Chairman of Bangladesh Krishi Bank
- In office 1996–2001

President of Bangladesh Krishak League
- Succeeded by: Rashed Mosharraf

Personal details
- Born: 19 March 1937 (age 89) Bera, Pabna District, Bengal Presidency
- Party: Awami League
- Relatives: Mirza Abdul Halim (brother) Mirza Abdul Awal (brother) Manzur Quader (nephew)

= Mirza Abdul Jalil =

Bangladeshi economist and politician of Awami League (born 1937)

Mirza Abdul Jalil (born 19 March 1937) is a Bangladeshi economist and politician of Awami League.

== Early life and family ==
Mirza Abdul Jalil was born on 19 March 1937 to a Bengali Muslim family of Mirzas in the village of Joynagar in Bera, Pabna District, then part of the Bengal Presidency. His brothers Mirza Abdul Halim and Mirza Abdul Awal were former parliamentarians associated with the Bangladesh Nationalist Party. The retired army major Manzur Quader is his nephew.

During his student life, Abdul Jalil was elected joint secretary of the All Pakistan Students Union in 1962.

== Career ==
Jalil started his career as 1986 at the Department of Livestock. He retired from government service in 1994. From 1996 to 2001, he served as the chairperson of Bangladesh Krishi Bank.

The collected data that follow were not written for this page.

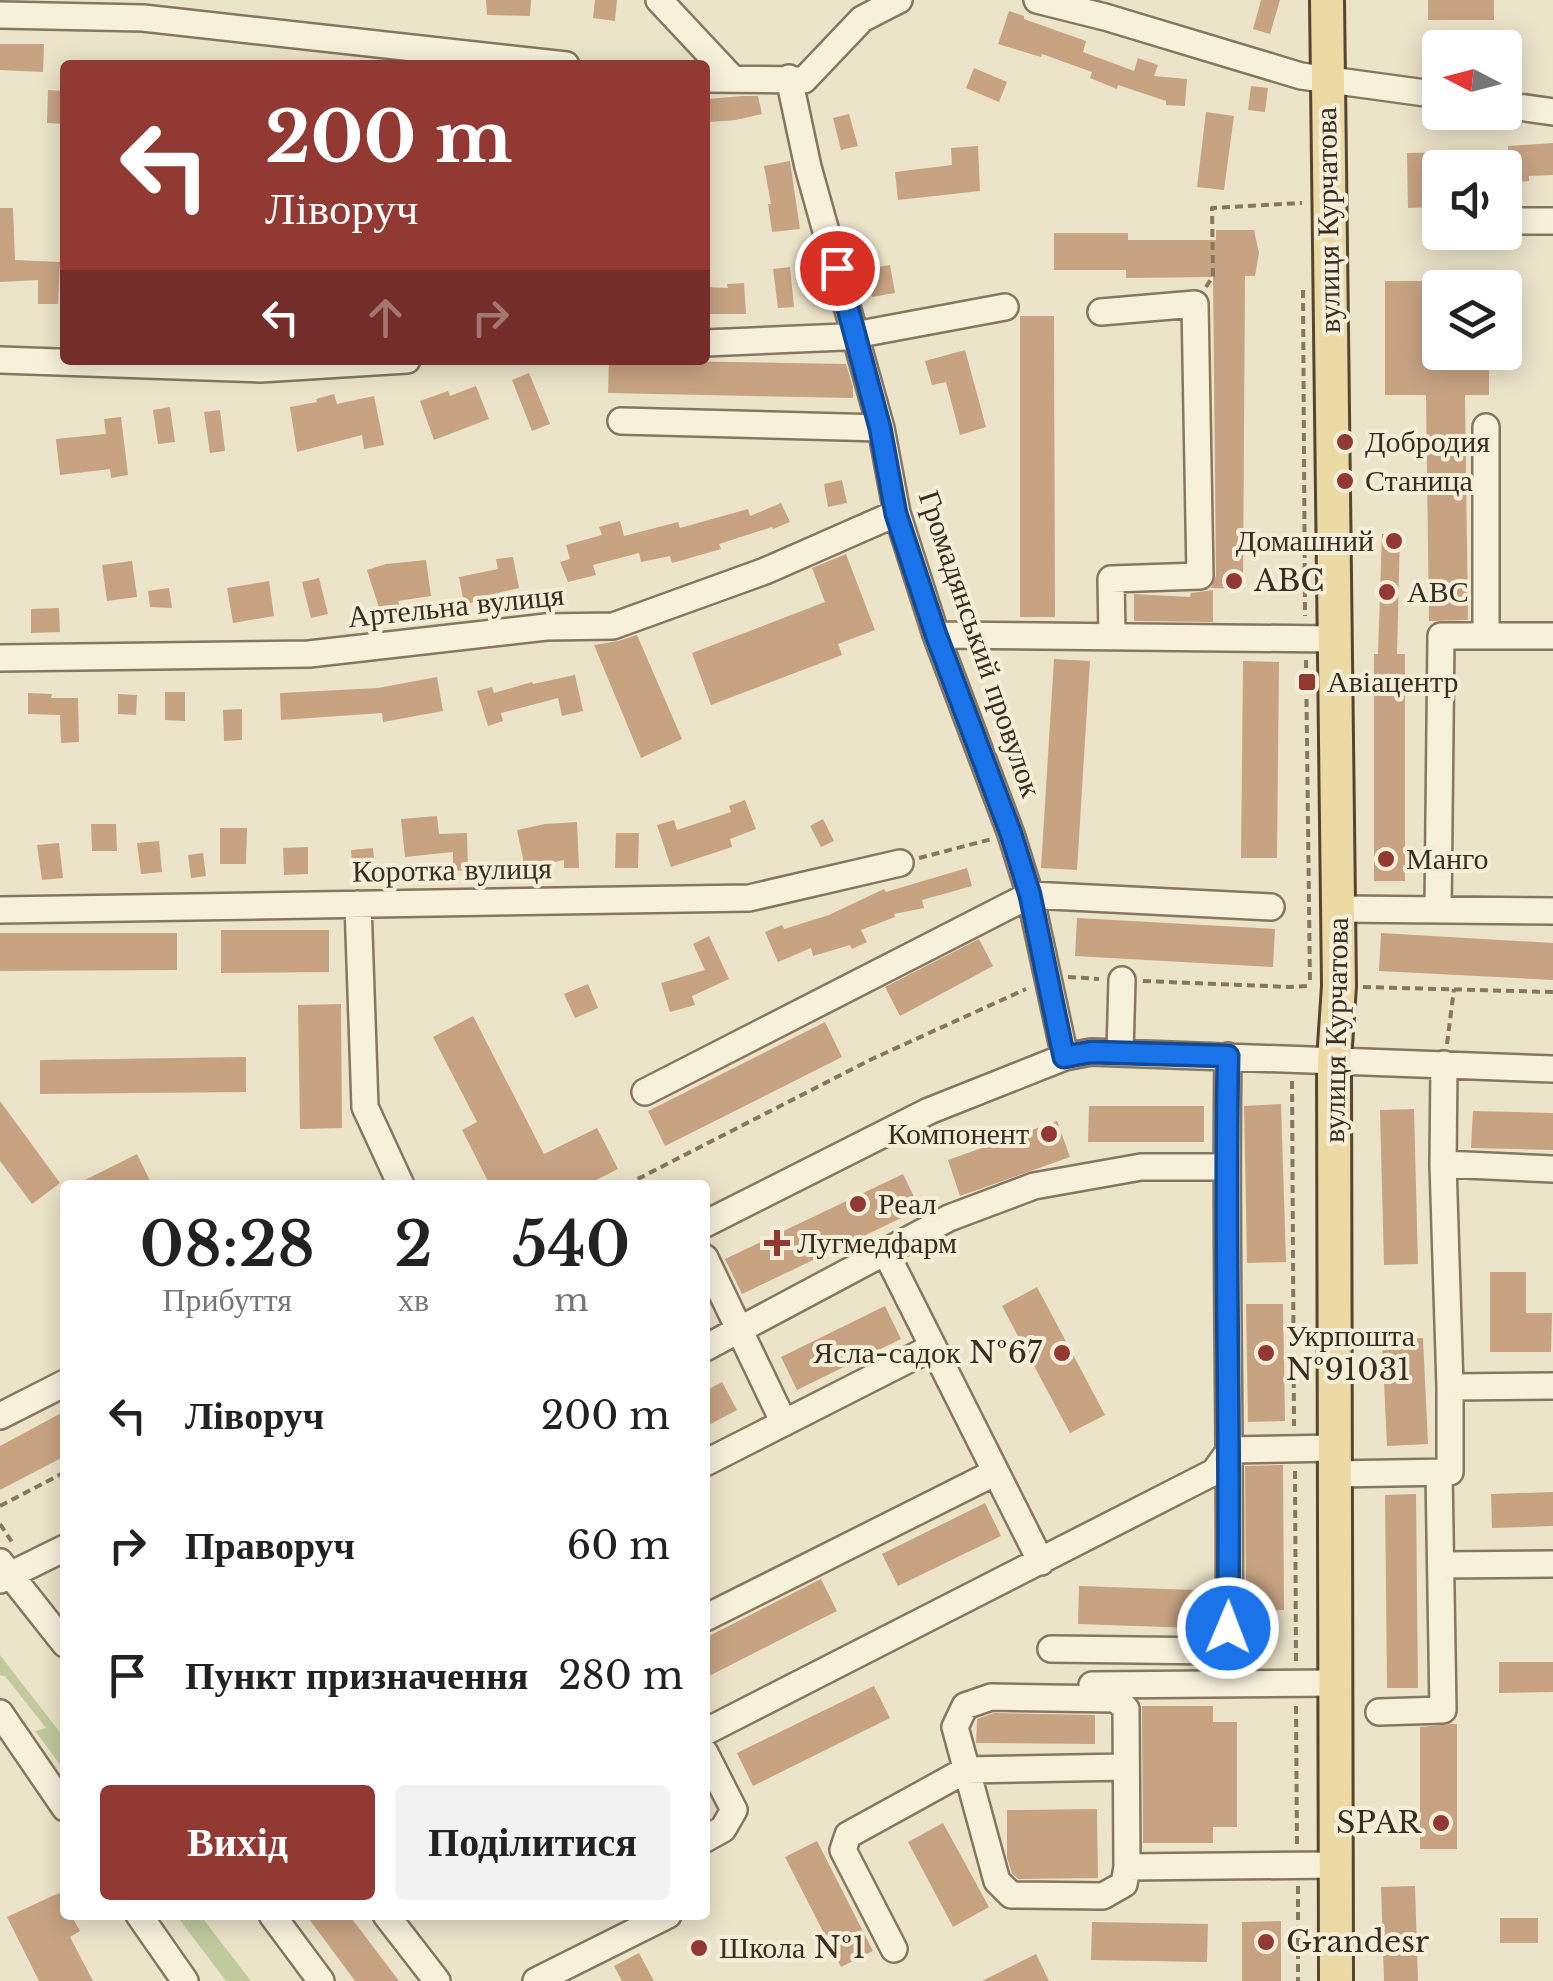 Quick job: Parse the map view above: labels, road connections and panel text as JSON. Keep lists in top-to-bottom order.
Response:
{
  "streets": {
    "main road": ["вулиця Курчатова"],
    "street": ["Артельна вулиця", "Громадянський провулок", "Коротка вулиця"]
  },
  "crossings": [
    ["Артельна вулиця", "Громадянський провулок"]
  ],
  "places": {
    "other": [
      "Добродия",
      "Станица",
      "Домашний",
      "ABC",
      "АВС",
      "Манго",
      "Компонент",
      "Реал",
      "Ясла-садок №67",
      "Укрпошта №91031",
      "SPAR",
      "Grandesr",
      "Школа №1"
    ],
    "transit": ["Авіацентр"],
    "health": ["Лугмедфарм"]
  },
  "north": "left",
  "page": {
    "turn": ["200 m", "Ліворуч"],
    "eta": [
      "08:28",
      "Прибуття",
      "2",
      "хв",
      "540",
      "m"
    ],
    "list": [
      {
        "name": "Ліворуч",
        "value": "200 m"
      },
      {
        "name": "Праворуч",
        "value": "60 m"
      },
      {
        "name": "Пункт призначення",
        "value": "280 m"
      }
    ],
    "buttons": ["Вихід", "Поділитися"]
  }
}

Jalil was nominated from Awami League to contest the 8th parliamentary election in 2001 from Pabna-2. He lost the election to AKM Salim Reza Habib, the Bangladesh Nationalist Party candidate. On 22 December 2006, he led a procession of 200 Awami League activists through Dhaka as part of Awami League's protests for fair election. The demonstrators clashed with police near Mirpur and a police car was set on fire. The police were support by Bangladesh Army soldiers, the first time since the presidendency of Hussain Mohammad Ershad. Jalil was detained and sent to Dhaka Central Jail by a Dhaka court on charges under Speedy Trial (Law and Order Disruption) Act.

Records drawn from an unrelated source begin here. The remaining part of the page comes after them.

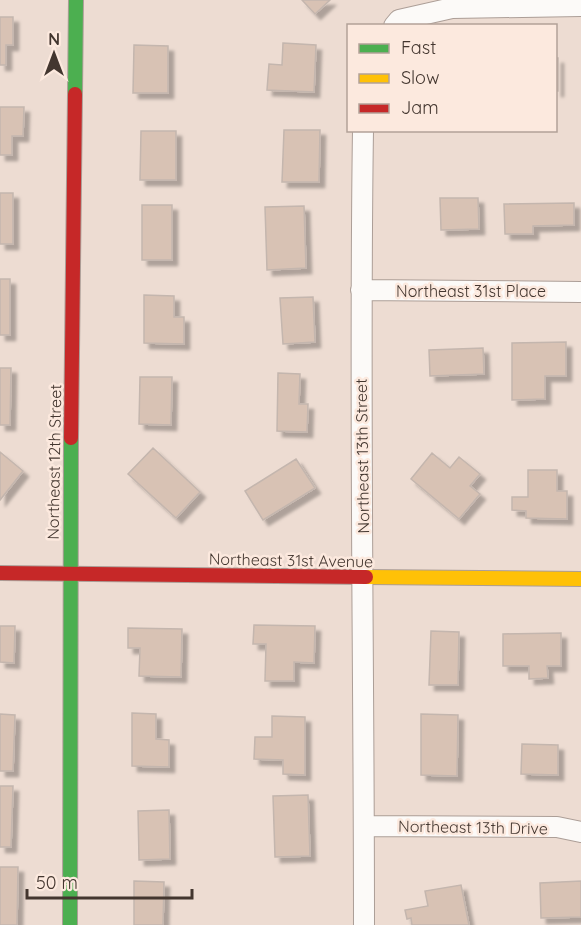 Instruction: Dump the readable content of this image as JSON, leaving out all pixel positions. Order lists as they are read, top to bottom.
{
  "streets": {
    "street": [
      "Northeast 31st Place",
      "Northeast 13th Street",
      "Northeast 12th Street",
      "Northeast 31st Avenue",
      "Northeast 13th Drive"
    ]
  },
  "crossings": [
    ["Northeast 31st Place", "Northeast 13th Street"],
    ["Northeast 13th Street", "Northeast 31st Avenue"],
    ["Northeast 13th Street", "Northeast 13th Drive"],
    ["Northeast 12th Street", "Northeast 31st Avenue"]
  ],
  "legend": ["Fast", "Slow", "Jam"],
  "scale_bar": "50 m",
  "north": "top"
}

Jalil served as a secretary in the Ministry of Science and Technology of the government of Bangladesh and specialised in agriculture. He is a former president of Bangladesh Krishak League, the farmers wing of Awami League. In 2008 he sought the nomination of Awami League to contest 9th parliamentary elections from Pabna-2. The nomination went to A. K. Khandker who was elected to parliament in the election.

Jalil is also a former member of the advisory council of Awami League. He was appointed the chairperson of Bangladesh Privatisation Commission in 2009. In January 2011, he stated that the government planned to save state pwned enterprises through privatisation. On 21 December 2011, he called for an establishment of a strong regional network in South Asia to address climate change. The Bangladesh Privatisation Commission was merged with the Board of Investment to form Bangladesh Investment Development Authority in 2016. He sought the nomination from Awami League to contest the 2018 general election from Pabna.

Jali was awarded the Ekushey Padak in 2021 in economics.